> PROVIDED DATA
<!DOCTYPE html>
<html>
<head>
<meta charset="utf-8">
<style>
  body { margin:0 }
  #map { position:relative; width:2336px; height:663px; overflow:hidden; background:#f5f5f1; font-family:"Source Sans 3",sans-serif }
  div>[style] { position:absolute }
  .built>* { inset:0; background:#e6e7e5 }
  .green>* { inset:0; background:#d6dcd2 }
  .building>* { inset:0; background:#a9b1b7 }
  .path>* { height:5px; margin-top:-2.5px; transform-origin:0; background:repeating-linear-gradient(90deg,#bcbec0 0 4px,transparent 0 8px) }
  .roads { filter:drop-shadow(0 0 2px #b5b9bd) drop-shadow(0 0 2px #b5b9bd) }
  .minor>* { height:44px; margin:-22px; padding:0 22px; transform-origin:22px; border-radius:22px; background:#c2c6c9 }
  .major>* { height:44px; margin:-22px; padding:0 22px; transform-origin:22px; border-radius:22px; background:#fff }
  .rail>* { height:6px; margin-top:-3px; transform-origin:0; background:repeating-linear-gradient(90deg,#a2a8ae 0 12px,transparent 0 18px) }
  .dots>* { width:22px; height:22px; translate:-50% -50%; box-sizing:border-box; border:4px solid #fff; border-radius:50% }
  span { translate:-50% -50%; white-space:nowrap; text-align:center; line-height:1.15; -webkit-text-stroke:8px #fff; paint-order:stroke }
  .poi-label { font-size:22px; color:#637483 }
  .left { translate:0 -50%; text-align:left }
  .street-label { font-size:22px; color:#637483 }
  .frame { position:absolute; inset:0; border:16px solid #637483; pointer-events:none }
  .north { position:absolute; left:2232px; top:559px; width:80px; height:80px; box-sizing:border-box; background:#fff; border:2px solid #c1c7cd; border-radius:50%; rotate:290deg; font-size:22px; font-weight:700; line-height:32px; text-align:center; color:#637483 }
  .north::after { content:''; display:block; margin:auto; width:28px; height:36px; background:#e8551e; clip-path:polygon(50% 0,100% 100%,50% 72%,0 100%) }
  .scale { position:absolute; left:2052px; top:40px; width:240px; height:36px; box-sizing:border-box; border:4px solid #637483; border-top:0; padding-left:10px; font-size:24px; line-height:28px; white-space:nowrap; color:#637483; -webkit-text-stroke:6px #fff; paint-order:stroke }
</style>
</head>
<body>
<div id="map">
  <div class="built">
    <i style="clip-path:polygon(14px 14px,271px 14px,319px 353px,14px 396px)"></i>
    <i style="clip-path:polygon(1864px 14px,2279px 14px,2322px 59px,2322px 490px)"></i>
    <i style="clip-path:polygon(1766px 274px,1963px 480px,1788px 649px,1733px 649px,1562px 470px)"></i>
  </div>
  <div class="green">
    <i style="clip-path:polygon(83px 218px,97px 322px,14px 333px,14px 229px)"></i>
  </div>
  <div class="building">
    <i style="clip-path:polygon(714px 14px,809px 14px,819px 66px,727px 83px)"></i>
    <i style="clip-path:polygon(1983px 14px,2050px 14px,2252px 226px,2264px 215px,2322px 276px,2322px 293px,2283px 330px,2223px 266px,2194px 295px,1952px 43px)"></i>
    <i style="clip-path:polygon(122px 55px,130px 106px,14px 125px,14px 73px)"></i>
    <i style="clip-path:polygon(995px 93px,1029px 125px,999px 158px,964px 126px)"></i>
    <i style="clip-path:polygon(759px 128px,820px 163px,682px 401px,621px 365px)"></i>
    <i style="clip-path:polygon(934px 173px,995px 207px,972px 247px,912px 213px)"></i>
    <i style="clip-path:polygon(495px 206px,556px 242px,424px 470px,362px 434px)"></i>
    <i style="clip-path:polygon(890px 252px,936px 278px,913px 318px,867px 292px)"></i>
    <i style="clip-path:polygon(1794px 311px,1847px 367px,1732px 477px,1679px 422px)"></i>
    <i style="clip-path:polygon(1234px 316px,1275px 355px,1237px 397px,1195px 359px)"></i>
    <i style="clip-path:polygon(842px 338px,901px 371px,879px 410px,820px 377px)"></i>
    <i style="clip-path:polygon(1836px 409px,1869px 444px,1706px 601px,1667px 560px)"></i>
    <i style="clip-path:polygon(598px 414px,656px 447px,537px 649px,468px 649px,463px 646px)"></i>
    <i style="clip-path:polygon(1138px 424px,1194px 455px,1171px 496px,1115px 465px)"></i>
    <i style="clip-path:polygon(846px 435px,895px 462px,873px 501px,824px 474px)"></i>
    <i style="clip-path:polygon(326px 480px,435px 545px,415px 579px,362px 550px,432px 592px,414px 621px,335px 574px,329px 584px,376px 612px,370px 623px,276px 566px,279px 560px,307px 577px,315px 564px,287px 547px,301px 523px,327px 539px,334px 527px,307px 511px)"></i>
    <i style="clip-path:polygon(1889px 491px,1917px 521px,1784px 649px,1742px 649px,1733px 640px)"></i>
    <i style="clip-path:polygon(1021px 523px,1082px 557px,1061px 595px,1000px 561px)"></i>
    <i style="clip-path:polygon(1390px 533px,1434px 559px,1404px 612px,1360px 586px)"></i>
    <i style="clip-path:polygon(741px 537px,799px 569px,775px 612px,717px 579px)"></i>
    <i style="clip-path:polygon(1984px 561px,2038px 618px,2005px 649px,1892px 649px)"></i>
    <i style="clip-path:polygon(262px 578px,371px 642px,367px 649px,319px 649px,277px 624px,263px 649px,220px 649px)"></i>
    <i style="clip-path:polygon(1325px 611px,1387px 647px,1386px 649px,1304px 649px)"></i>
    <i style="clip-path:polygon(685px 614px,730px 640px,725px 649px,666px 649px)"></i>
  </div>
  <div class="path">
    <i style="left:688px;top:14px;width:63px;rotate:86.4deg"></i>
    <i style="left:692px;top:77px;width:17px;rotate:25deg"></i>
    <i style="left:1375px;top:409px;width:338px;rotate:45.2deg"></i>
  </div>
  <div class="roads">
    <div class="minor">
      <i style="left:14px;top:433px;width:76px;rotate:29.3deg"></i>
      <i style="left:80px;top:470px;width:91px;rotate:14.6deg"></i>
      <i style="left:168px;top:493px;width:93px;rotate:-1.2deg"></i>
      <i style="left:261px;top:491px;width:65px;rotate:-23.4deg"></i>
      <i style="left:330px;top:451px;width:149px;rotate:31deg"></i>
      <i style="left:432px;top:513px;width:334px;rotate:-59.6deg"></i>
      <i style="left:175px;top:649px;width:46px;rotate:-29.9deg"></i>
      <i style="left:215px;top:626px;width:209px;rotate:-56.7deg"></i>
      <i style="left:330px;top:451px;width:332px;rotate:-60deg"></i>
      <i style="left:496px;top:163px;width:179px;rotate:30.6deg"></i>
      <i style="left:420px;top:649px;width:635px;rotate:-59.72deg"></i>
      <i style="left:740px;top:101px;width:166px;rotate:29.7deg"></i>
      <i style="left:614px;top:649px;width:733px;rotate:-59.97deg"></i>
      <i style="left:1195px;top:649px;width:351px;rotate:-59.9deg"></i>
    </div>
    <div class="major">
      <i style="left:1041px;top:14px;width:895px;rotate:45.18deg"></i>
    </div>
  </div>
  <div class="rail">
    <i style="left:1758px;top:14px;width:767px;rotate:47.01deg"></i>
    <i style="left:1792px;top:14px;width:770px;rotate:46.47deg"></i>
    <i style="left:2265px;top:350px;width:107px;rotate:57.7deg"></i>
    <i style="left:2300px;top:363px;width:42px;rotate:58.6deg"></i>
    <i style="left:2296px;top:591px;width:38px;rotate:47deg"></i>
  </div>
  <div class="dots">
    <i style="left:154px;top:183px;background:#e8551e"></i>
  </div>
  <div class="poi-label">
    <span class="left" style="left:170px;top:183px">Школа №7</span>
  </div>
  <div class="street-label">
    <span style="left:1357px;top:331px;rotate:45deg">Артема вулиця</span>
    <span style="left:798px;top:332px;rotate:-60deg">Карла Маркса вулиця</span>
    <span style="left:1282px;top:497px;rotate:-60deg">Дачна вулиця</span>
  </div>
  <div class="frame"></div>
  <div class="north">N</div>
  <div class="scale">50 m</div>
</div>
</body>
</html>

> WORK REQUEST
Your output must be the lines of the material above, from the first through the line that contains "position:absolute; left:2232px; top:559px;", copied exactly. Include both endpoints and nothing else.

> WRITTEN SOLUTION
<!DOCTYPE html>
<html>
<head>
<meta charset="utf-8">
<style>
  body { margin:0 }
  #map { position:relative; width:2336px; height:663px; overflow:hidden; background:#f5f5f1; font-family:"Source Sans 3",sans-serif }
  div>[style] { position:absolute }
  .built>* { inset:0; background:#e6e7e5 }
  .green>* { inset:0; background:#d6dcd2 }
  .building>* { inset:0; background:#a9b1b7 }
  .path>* { height:5px; margin-top:-2.5px; transform-origin:0; background:repeating-linear-gradient(90deg,#bcbec0 0 4px,transparent 0 8px) }
  .roads { filter:drop-shadow(0 0 2px #b5b9bd) drop-shadow(0 0 2px #b5b9bd) }
  .minor>* { height:44px; margin:-22px; padding:0 22px; transform-origin:22px; border-radius:22px; background:#c2c6c9 }
  .major>* { height:44px; margin:-22px; padding:0 22px; transform-origin:22px; border-radius:22px; background:#fff }
  .rail>* { height:6px; margin-top:-3px; transform-origin:0; background:repeating-linear-gradient(90deg,#a2a8ae 0 12px,transparent 0 18px) }
  .dots>* { width:22px; height:22px; translate:-50% -50%; box-sizing:border-box; border:4px solid #fff; border-radius:50% }
  span { translate:-50% -50%; white-space:nowrap; text-align:center; line-height:1.15; -webkit-text-stroke:8px #fff; paint-order:stroke }
  .poi-label { font-size:22px; color:#637483 }
  .left { translate:0 -50%; text-align:left }
  .street-label { font-size:22px; color:#637483 }
  .frame { position:absolute; inset:0; border:16px solid #637483; pointer-events:none }
  .north { position:absolute; left:2232px; top:559px; width:80px; height:80px; box-sizing:border-box; background:#fff; border:2px solid #c1c7cd; border-radius:50%; rotate:290deg; font-size:22px; font-weight:700; line-height:32px; text-align:center; color:#637483 }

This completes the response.